Santiagueño de nacimiento, pero siempre ligado a Córdoba porque sus padres nacieron acá, Javier habla con el pretérito perfecto compuesto que caracteriza a buena parte del Norte. “He ido”, “hemos logrado”, “he sabido”, dice y tal vez eso explique cómo se le fueron dando las cosas: con tiempo. “En mi casa no había tradición gastronómica, ni de vinos. No tengo una abuela que cocinaba y me inspiró. Es más, cuando era chico no comía bien… A mi mamá no le gusta que diga esto, pero salchichas con kétchup era el menú básico de mi infancia. Eso sí, siempre me gustó comer y mucho. Además, era creativo. Siempre me gustó dibujar y la música”, cuenta Javier, que al terminar el colegio se mudó de Santiago a Córdoba para estudiar Abogacía, pero también cocina, en Azafrán.

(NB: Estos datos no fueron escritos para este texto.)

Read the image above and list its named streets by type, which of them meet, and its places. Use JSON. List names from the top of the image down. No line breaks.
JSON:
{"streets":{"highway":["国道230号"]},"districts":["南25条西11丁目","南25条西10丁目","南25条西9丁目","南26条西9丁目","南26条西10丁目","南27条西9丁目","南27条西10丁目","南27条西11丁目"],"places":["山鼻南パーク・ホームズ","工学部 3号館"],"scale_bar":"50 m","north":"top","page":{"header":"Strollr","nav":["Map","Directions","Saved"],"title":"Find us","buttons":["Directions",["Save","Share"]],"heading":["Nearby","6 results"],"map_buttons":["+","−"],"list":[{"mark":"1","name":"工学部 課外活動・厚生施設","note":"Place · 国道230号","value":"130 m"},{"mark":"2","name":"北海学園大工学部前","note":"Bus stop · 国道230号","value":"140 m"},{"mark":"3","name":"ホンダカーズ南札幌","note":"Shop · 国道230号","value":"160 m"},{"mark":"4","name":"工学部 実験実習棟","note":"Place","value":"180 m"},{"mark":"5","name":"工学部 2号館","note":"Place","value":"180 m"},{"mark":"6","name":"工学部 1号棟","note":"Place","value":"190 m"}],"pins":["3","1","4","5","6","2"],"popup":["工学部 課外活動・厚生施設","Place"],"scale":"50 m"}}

“En un momento quise dejar la facultad, pero mis viejos me sugirieron sutilmente que terminara. Me costó, pero acaté y me recibí. Más allá de una pasantía en Tribunales, a dónde siempre llegaba tarde, nunca trabajé en otro lugar que no fuera una cocina. Porque terminé Abogacía y empecé a viajar para laburar en restaurantes. Con 22 años me fui a Singapur, Australia, Dinamarca, Inglaterra, Noruega y Perú. Siempre a muy buenos restaurantes”, repasa Javier.
¿Su mérito? “No me he visto afectado por la rigidez de las cocinas. Era un empleado resistente. Hacía lo que me decían y punto. Era buen empleado; para nada rebelde. Porque en esos lugares, no hace falta demostrar el talento. Solo hay que ser dos manos que limpian doscientos tomates. Pero hay que tener los ojos bien abiertos, para observar y aprender. Yo estuve diez años laburando así”, reflexiona sobre el camino que recorrió hasta abrir su propio restaurante en 2015.
“A los 33 años he abierto El Papagayo”, dice para que vuelva a resonar la magia del devenir en su proceso. “Unos años antes, durante unas vacaciones, entre dos viajes, entré a trabajar al restaurante del Hotel Azur, que antes se había llamado Il Papagallo de Bologna y era icónico. Yo había aprendido mucho, tenía experiencia y podría haberme quedado, pero todavía era muy chico para abrir mi propio negocio”, relata Javier, que entonces le escribió a André Chiang, obtuvo un “sí” y a la semana estaba trabajando en uno de los mejores restaurantes del mundo, en Singapur.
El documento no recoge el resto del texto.